→ What needs to be done
Type out the lines below exactly, pictures excluded.

(Beginning of Dataset excerpts)

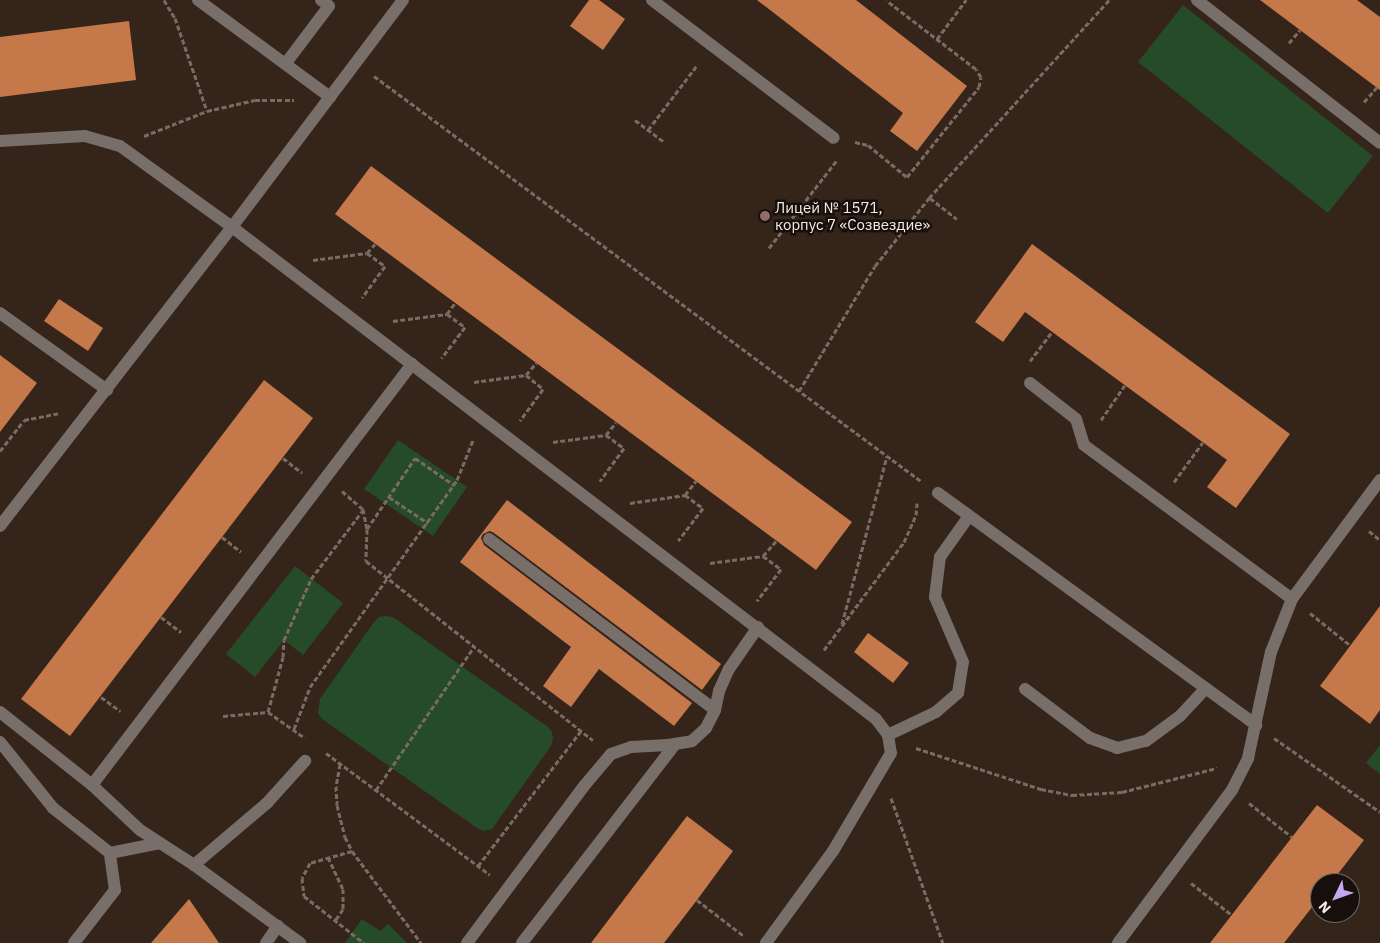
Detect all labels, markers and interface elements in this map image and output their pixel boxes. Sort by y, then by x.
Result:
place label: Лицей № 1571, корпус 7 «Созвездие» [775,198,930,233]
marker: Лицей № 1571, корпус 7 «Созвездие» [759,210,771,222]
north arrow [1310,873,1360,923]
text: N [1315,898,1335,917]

(End of Dataset excerpts)

→ Result of this task
Detect all labels, markers and interface elements in this map image and output their pixel boxes. Sort by y, then by x.
Result:
place label: Лицей № 1571, корпус 7 «Созвездие» [775,198,930,233]
marker: Лицей № 1571, корпус 7 «Созвездие» [759,210,771,222]
north arrow [1310,873,1360,923]
text: N [1315,898,1335,917]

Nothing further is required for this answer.